Once the preserve of the very rich, with rising house prices, more and more of us find our estates are liable for large sums of IHT, leaving our families with significantly reduced funds. However, with careful planning, the amount payable can be mitigated.
This Will Trust is designed for couples to ensure that they both make use of their individual inheritance tax (IHT) allowances when then die. Their allowance, or Nil-Rate Band (NRB), is a threshold at which the first £325,000 (2020/21) is tax-free. Depending on your circumstances, other tax-free allowances may be available before the excess is taxed at 40%.
Many couples draw up simple Wills whereby on the death of the first partner the whole of the estate passes to the survivor. When the surviving partner dies they have only one NRB to offset against the value of the estate and this creates an IHT liability.
By equalising your estate and drafting Wills that incorporate the Nil Rate Band Trust you and your partner can make use of both Nil-Rate Bands, creating a significant IHT saving.

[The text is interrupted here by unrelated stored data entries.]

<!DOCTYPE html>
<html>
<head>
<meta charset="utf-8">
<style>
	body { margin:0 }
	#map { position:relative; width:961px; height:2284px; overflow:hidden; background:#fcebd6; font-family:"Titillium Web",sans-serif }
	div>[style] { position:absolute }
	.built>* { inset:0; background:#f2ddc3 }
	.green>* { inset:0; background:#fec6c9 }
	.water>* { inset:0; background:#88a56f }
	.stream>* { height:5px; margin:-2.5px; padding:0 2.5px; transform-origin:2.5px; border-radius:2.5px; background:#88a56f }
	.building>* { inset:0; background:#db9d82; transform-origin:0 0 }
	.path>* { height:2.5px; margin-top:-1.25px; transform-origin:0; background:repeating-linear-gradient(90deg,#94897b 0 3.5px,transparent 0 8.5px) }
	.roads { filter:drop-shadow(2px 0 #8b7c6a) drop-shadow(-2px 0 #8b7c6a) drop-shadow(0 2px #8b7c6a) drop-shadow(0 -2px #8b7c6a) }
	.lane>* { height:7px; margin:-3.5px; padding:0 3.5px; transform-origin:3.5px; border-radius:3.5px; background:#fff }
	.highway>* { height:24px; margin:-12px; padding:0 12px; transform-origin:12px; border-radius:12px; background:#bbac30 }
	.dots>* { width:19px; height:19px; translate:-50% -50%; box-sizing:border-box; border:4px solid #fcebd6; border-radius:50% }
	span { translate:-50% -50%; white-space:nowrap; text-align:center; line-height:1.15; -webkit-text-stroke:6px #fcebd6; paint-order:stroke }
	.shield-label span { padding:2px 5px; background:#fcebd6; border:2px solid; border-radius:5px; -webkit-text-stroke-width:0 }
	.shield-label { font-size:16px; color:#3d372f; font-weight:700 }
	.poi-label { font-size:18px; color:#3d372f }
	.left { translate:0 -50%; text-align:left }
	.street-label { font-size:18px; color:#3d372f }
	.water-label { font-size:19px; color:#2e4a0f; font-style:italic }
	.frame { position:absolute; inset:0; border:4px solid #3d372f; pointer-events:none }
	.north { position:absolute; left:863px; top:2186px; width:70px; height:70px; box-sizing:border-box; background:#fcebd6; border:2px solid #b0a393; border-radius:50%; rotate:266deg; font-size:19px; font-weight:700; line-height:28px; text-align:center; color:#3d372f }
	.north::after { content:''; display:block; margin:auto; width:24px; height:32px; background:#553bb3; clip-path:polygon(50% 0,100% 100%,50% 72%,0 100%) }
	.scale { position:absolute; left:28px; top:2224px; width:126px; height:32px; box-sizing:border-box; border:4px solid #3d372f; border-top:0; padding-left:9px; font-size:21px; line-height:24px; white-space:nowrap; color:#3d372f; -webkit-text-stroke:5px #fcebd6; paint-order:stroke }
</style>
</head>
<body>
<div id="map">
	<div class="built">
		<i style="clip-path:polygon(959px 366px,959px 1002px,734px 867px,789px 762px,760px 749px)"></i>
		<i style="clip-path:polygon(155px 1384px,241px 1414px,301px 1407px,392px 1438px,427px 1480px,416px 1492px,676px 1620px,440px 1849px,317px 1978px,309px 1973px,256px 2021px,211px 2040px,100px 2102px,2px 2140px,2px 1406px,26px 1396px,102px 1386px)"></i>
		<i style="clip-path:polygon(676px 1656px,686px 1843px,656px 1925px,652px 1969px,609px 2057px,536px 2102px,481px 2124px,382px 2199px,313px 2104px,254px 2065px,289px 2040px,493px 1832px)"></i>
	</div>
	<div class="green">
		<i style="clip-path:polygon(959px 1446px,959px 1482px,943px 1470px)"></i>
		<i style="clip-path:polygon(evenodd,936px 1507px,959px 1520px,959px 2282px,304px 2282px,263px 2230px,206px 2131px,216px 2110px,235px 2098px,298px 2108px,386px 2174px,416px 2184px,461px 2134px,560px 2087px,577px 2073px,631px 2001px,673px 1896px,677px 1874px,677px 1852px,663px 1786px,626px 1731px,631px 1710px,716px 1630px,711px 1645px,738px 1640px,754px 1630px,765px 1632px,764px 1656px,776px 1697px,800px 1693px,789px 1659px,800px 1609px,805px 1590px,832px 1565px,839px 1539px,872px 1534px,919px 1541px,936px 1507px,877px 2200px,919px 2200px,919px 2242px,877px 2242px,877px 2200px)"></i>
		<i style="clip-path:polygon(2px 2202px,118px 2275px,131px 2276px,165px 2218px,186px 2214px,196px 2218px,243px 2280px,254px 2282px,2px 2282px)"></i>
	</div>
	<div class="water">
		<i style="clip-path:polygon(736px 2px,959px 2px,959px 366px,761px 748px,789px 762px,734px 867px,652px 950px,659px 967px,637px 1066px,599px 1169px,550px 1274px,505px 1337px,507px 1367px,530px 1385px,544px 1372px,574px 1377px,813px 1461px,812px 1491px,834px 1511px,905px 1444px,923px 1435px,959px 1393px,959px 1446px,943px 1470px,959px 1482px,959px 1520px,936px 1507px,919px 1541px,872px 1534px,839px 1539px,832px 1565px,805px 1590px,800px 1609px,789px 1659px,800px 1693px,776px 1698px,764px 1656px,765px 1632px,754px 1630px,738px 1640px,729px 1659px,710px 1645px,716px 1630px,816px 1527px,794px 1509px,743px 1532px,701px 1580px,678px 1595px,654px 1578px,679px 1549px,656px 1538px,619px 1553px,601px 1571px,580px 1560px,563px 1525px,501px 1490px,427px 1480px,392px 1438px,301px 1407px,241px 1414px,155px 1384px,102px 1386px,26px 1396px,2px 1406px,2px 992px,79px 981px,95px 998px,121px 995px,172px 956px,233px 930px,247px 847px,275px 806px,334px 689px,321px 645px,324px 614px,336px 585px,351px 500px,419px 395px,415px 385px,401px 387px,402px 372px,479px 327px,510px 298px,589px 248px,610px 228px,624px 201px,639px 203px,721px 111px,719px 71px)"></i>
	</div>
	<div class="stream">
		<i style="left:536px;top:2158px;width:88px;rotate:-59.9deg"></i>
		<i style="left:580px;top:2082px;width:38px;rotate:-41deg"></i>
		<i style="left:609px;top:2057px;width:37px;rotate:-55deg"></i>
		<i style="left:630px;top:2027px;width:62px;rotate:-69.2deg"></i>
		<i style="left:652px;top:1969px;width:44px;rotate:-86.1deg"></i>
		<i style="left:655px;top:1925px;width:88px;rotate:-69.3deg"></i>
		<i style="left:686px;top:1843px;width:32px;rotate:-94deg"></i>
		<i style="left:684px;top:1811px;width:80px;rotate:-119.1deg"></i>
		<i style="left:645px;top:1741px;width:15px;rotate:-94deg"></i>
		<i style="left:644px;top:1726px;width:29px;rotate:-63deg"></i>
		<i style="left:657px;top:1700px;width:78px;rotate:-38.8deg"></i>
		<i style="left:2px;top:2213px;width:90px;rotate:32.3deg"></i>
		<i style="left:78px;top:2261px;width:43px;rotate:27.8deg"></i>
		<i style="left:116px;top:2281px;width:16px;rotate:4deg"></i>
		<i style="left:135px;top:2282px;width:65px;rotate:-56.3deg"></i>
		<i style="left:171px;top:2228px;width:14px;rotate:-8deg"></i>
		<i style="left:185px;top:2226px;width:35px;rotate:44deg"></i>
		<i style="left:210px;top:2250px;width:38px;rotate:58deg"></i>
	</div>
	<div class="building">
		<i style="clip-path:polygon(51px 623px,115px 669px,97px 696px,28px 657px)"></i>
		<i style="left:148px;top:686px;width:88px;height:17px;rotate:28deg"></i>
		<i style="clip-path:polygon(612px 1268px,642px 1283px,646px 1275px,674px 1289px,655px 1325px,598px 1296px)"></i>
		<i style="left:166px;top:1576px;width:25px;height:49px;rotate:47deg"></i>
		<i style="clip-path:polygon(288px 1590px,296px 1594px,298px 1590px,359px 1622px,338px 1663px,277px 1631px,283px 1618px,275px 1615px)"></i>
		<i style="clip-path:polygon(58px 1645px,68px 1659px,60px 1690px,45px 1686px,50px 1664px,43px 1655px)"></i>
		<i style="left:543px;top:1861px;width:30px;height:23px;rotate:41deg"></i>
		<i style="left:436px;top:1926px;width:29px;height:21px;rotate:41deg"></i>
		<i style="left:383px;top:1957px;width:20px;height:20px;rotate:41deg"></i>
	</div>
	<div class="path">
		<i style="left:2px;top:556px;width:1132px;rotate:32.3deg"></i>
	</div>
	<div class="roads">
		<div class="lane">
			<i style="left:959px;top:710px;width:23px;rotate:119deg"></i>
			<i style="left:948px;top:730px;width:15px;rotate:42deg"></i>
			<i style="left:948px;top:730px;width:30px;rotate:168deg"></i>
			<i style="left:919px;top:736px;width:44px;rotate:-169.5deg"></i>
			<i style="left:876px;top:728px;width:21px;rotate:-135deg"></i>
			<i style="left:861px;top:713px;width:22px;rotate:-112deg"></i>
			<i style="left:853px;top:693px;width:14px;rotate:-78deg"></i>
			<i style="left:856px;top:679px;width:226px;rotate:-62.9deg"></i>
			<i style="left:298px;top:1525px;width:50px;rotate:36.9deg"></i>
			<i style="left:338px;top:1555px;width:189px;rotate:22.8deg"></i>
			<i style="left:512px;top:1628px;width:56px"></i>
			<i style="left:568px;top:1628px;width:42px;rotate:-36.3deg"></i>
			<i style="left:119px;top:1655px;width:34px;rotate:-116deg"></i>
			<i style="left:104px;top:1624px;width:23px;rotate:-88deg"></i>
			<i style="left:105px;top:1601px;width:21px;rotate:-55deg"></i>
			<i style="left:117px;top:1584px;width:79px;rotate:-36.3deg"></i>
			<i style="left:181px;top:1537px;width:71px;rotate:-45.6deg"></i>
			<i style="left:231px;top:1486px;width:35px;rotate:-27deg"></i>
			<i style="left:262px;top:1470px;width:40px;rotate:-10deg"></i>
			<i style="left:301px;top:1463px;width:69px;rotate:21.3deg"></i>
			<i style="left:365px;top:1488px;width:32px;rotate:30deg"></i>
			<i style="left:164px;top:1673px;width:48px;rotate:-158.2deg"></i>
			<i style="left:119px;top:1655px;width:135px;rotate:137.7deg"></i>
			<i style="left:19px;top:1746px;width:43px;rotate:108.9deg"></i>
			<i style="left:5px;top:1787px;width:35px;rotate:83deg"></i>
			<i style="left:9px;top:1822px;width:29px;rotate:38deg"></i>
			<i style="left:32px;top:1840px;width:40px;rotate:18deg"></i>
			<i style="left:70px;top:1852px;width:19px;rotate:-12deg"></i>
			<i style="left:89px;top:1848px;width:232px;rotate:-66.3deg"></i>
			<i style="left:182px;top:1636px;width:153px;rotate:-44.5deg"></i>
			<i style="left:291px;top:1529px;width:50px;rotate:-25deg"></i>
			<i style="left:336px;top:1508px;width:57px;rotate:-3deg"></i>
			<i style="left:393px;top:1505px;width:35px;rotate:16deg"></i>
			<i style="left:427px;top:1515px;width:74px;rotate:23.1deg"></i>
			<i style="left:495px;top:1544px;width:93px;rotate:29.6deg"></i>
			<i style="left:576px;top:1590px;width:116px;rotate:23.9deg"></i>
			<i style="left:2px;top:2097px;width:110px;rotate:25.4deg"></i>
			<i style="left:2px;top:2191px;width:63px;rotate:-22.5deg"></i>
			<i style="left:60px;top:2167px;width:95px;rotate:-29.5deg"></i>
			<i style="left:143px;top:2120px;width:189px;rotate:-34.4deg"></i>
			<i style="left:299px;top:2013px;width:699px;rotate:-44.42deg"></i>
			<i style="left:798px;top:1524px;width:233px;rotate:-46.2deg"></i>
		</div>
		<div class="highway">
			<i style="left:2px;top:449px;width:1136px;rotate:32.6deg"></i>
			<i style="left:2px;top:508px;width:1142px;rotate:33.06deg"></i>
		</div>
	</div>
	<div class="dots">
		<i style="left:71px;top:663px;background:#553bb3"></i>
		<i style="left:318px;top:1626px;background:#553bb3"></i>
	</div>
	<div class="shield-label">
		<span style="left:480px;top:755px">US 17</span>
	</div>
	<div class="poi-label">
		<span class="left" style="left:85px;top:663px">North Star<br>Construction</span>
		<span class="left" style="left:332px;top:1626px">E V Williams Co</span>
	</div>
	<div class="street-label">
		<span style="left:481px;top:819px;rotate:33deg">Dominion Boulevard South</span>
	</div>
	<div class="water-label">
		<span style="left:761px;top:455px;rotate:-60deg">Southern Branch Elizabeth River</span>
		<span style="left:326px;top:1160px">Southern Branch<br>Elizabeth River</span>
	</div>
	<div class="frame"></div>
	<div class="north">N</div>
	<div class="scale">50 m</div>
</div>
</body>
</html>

With the introduction of the Transferable Nil Rate Band, the Nil Rate Band Trust is generally applicable to unmarried couples with an estate value over £325,000. However, with the introduction of the Residential Nil Rate Band in April 2017, there may be some married couples or Civil Partners whose estate value exceeds the taper threshold (£2M) where having their Wills drafted with the Nil Rate Band Trust would be beneficial in order to claim the new tax allowance.
Mr Smith and Ms Jones are unmarried and have made no plans for inheritance tax. They have a joint property worth £430,000 with no mortgage and joint investments worth £145,000. In their Wills, they have left everything to each other and then their 3 children. Their total assets are currently below their two Nil-Rate Bands but their children will miss out on an inheritance of £100,000 as this is the IHT bill on 2nd death.
They re-draft their Wills to include the Nil Rate Band Will Trust and also equalise their estate by severing the tenancy on their property to tenants-in-common and by re-distributing their investments so that they are solely held.
They are now making use of both Nil-Rate Bands so no IHT at all is payable on second death. They also retain control of their assets and are able to take benefits from them.
The estate must be equalised so that both partners have sufficient assets in their own name. This often involves changing the tenancy on the main property (and perhaps additional properties) to tenants-in-common.